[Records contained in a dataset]
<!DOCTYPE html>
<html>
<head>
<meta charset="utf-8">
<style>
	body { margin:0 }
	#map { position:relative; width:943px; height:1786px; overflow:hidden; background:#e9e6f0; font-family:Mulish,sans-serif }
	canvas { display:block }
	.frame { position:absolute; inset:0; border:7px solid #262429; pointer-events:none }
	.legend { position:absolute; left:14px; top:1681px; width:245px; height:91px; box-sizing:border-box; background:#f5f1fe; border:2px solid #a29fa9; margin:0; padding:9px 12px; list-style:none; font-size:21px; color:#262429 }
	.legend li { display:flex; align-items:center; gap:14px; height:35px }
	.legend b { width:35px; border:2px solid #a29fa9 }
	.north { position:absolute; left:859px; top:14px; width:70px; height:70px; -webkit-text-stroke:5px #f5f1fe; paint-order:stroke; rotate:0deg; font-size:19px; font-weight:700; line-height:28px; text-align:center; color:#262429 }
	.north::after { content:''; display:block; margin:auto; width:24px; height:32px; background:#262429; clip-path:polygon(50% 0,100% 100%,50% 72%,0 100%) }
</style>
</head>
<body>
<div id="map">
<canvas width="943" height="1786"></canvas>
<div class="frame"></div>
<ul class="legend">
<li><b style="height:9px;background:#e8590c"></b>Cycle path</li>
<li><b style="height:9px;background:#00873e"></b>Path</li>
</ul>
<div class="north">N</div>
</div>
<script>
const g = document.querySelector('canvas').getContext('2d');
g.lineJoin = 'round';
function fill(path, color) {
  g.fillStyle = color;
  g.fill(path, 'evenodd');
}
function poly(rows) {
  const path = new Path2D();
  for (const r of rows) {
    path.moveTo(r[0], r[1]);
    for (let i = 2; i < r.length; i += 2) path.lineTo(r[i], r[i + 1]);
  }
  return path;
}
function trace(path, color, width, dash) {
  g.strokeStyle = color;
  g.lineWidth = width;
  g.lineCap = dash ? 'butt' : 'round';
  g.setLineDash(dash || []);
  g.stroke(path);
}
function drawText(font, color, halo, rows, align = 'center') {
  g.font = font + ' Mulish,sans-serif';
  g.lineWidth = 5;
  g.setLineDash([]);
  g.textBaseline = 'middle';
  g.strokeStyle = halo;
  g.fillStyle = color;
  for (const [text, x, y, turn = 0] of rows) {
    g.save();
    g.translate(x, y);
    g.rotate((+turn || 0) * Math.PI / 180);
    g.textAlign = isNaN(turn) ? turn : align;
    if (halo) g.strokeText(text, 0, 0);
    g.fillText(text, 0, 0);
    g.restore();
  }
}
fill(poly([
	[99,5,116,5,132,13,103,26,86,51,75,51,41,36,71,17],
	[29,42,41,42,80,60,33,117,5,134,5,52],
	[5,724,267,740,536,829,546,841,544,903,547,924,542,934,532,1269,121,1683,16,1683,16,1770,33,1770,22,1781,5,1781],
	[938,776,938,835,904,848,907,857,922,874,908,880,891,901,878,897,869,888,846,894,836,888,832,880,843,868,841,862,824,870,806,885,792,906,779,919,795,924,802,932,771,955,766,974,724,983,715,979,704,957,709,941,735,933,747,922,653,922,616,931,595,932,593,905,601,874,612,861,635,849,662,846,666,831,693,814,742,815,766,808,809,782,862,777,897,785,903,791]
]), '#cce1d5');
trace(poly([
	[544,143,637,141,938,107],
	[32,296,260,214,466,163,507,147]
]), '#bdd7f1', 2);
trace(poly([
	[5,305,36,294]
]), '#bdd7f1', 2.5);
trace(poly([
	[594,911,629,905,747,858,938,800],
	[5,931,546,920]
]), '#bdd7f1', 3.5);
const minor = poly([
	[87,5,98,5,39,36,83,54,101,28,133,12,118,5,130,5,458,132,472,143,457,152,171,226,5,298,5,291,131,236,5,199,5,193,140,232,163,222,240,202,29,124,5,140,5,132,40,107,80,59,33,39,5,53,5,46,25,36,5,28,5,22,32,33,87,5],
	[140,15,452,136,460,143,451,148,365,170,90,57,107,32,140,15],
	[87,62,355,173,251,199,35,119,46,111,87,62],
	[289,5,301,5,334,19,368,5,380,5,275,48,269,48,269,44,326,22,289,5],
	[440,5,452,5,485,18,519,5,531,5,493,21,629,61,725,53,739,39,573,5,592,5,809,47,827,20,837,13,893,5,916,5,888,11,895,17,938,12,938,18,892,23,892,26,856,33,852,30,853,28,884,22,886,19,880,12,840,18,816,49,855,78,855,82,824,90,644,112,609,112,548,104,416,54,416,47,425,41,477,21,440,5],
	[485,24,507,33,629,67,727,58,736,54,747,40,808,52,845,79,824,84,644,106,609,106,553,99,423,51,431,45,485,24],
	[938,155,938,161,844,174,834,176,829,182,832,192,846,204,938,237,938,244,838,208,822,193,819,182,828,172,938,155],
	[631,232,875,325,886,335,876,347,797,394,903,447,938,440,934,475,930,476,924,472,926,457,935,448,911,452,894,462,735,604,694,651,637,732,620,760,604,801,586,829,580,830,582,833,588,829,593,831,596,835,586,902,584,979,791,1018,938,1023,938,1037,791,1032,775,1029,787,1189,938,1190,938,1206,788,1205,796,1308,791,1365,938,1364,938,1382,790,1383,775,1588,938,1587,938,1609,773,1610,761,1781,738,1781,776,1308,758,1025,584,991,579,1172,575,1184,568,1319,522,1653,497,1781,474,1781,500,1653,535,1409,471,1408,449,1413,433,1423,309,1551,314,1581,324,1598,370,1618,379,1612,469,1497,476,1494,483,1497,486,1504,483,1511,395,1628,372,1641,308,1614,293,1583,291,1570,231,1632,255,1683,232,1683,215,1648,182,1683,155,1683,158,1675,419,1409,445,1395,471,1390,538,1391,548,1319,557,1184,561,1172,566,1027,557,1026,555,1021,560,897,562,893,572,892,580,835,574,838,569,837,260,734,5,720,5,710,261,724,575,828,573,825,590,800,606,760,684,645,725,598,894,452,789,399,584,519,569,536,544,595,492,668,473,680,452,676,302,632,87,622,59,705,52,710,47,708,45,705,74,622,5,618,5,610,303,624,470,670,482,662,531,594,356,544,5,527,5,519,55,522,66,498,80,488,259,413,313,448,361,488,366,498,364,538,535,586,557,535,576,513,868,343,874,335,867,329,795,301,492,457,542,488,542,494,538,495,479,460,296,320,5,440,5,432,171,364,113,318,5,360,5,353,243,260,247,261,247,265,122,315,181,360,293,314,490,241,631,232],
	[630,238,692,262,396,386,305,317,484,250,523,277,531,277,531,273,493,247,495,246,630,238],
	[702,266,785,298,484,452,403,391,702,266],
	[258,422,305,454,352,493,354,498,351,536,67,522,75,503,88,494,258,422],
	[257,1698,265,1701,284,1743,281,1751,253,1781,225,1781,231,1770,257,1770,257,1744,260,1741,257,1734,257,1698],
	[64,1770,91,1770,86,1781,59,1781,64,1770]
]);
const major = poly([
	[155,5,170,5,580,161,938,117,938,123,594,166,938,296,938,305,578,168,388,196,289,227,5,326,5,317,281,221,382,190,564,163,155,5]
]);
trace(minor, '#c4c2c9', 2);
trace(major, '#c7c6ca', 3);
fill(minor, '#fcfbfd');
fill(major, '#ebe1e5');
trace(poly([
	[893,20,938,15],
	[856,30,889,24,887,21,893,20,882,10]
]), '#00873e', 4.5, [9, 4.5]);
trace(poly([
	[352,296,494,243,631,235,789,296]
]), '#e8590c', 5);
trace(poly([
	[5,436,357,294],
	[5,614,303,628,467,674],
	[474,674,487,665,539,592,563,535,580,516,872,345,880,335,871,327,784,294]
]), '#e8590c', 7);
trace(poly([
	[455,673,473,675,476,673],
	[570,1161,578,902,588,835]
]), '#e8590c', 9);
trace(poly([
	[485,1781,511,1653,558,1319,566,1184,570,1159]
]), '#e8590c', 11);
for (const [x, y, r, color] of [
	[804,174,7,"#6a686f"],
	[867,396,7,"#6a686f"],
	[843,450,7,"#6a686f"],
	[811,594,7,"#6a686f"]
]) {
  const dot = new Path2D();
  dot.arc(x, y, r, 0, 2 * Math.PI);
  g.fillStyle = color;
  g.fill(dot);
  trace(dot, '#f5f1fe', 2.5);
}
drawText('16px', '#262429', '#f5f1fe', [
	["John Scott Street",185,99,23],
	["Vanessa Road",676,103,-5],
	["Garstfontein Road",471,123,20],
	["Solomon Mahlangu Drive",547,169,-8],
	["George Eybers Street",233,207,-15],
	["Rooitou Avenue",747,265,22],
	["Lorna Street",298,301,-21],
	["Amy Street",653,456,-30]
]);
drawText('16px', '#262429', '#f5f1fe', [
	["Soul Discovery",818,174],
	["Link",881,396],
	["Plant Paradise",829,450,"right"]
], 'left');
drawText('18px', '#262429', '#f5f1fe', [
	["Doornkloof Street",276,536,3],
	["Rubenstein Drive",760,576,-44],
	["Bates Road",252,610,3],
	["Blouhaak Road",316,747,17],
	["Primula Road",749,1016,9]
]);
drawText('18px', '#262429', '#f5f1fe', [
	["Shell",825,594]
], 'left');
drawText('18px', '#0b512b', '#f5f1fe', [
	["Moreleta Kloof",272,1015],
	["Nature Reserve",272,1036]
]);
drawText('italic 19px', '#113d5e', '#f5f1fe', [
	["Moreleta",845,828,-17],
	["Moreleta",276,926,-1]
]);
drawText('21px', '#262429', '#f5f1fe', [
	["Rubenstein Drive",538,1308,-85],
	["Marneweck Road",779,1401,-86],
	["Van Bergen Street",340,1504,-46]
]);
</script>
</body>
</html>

_About this task_
Go line by line through the records and copy those that contain the word "Math".

_Result below_
    g.rotate((+turn || 0) * Math.PI / 180);
  dot.arc(x, y, r, 0, 2 * Math.PI);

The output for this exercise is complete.